Correct way of calling fork() after parent has created threads?

Correct way of calling fork() after parent has created threads? - multithreading

I'm implementing a complex application that takes third-party plug-ins, and I want to run the plug-in code in child processes for isolation. The parent process needs to be multithreaded, but I have read that fork may be unsafe in multithreaded processes, particularly if you do not immediately call execve, and that pthread_atfork is not a complete solution.
What do other complex applications do about this? I know Chrome uses both subprocesses and multithreading simultaneously, so it must be possible.

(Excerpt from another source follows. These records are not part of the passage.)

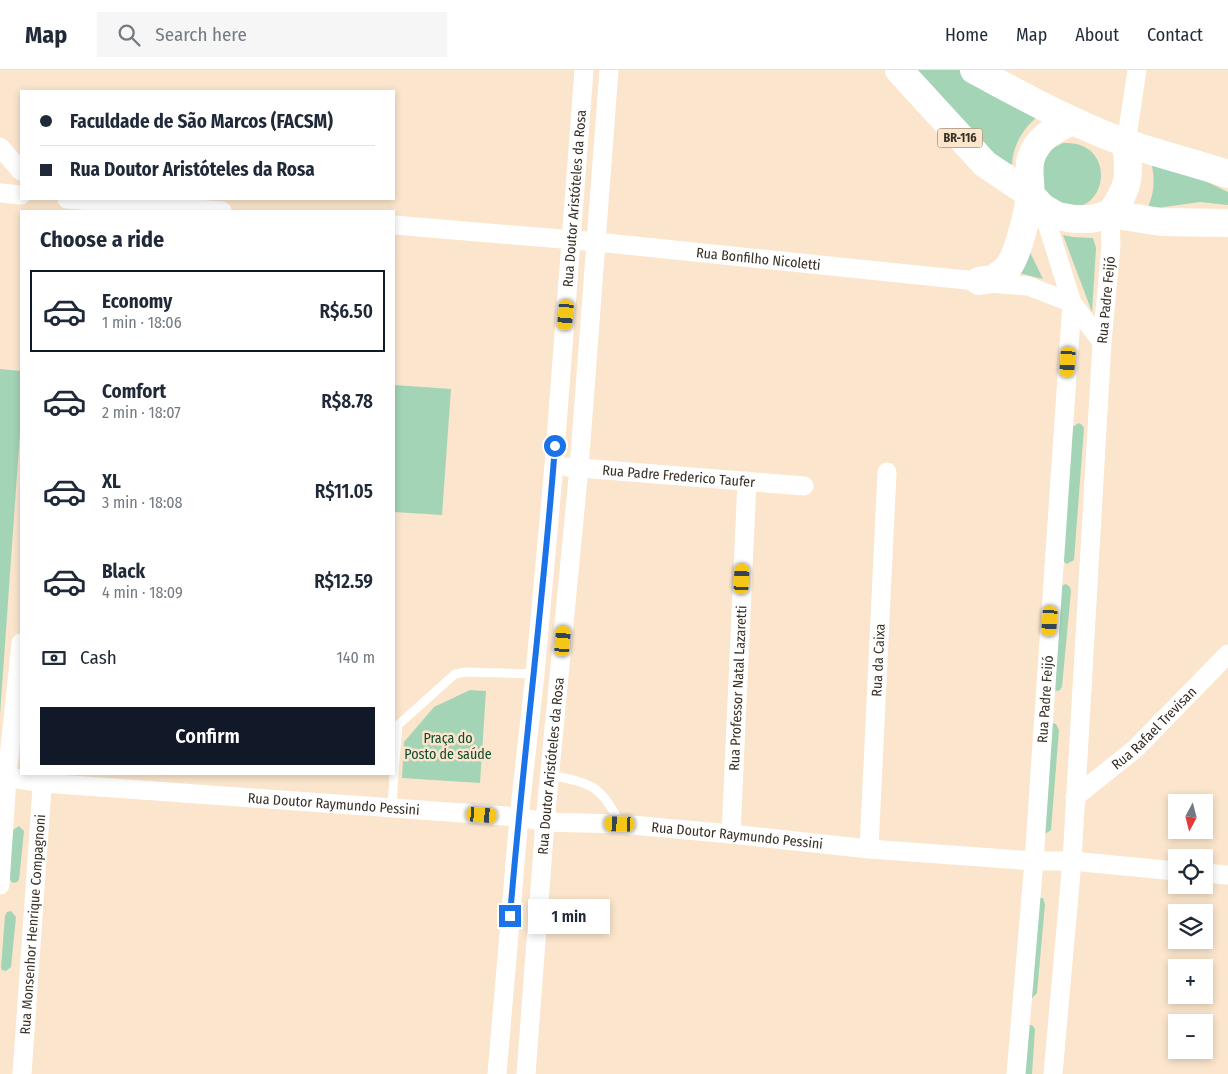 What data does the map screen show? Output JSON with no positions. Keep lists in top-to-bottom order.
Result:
{
  "streets": {
    "main road": ["BR-116"],
    "street": [
      "Rua Doutor Aristóteles da Rosa",
      "Rua Bonfilho Nicoletti",
      "Rua Padre Feijó",
      "Rua Padre Frederico Taufer",
      "Rua da Caixa",
      "Rua Professor Natal Lazaretti",
      "Rua Rafael Trevisan",
      "Rua Doutor Raymundo Pessini",
      "Rua Monsenhor Henrique Compagnoni"
    ]
  },
  "crossings": [
    ["BR-116", "Rua Padre Feijó"],
    ["Rua Doutor Aristóteles da Rosa", "Rua Bonfilho Nicoletti"],
    ["Rua Doutor Aristóteles da Rosa", "Rua Padre Frederico Taufer"],
    ["Rua Doutor Aristóteles da Rosa", "Rua Doutor Raymundo Pessini"],
    ["Rua Bonfilho Nicoletti", "Rua Padre Feijó"],
    ["Rua Padre Feijó", "Rua Rafael Trevisan"],
    ["Rua Padre Feijó", "Rua Doutor Raymundo Pessini"],
    ["Rua Padre Frederico Taufer", "Rua Professor Natal Lazaretti"],
    ["Rua da Caixa", "Rua Doutor Raymundo Pessini"],
    ["Rua Professor Natal Lazaretti", "Rua Doutor Raymundo Pessini"],
    ["Rua Doutor Raymundo Pessini", "Rua Monsenhor Henrique Compagnoni"]
  ],
  "parks": ["Praça do Posto de saúde"],
  "north": "bottom",
  "page": {
    "header": "Map",
    "search": "Search here",
    "nav": [
      "Home",
      "Map",
      "About",
      "Contact"
    ],
    "banner": ["Faculdade de São Marcos (FACSM)", "Rua Doutor Aristóteles da Rosa"],
    "heading": "Choose a ride",
    "list": [
      {
        "name": "Economy",
        "note": "1 min · 18:06",
        "value": "R$6.50"
      },
      {
        "name": "Comfort",
        "note": "2 min · 18:07",
        "value": "R$8.78"
      },
      {
        "name": "XL",
        "note": "3 min · 18:08",
        "value": "R$11.05"
      },
      {
        "name": "Black",
        "note": "4 min · 18:09",
        "value": "R$12.59"
      }
    ],
    "pay": ["Cash", "140 m"],
    "buttons": "Confirm",
    "map_buttons": ["+", "−"],
    "bubble": "1 min"
  }
}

The behavior of fork() in a multithreaded program is well-defined. On success, the child process has exactly one thread -- the same one that called fork() in the parent program. Although this can be a problem, whether it actually is a problem depends on the circumstances.
When is fork()ing a problem for a multithreaded program?
The main reason for fork()ing to present a problem in a multithreaded program is that the child process depends on mutexes, condition variables, etc. that other threads can no longer be relied upon to manipulate. For example, if the child needs to acquire a process-private mutex that it does not already hold, then it may be that that mutex was held by a different thread at the time of the fork. In that case, it will never be released in the child process, because no thread that could release it exists in the child.
When is fork()ing not a problem for a multithreaded program?
One of the common idioms involving fork() is to immediately follow it up by execing another program. That's no problem, regardless of the threadedness of the parent.
Alternatively, if the child process does not depend on any problematic resources, then nothing special need be done. Note that process-shared interthread objects are not "problematic" in this sense. This situation is fairly common, and it sounds like it might be your case.
Otherwise, it's not a problem if the parent's forking thread can and does acquire all the process-private interthread resources that the child will need before it forks. Handlers registered by pthread_atfork() can help with this under some circumstances, but under others, it makes more sense for that to be done in the immediate environs of the fork call.
Overall
You've presented the question as if fork()ing was a deep and troublesome problem for multithreaded programs. It is certainly a problem that should be considered, and it is typically best to avoid using both multiple threads and multiple processes. Therefore, inasmuch as you want multiple processes so as to have separate address spaces and perhaps name spaces into which to load plugins, perhaps you should consider using separate processes wherever you now use threads. On the other hand, if you exercise some thought and care, you can probably make it work just fine for your multi-threaded process to fork children and interact with them.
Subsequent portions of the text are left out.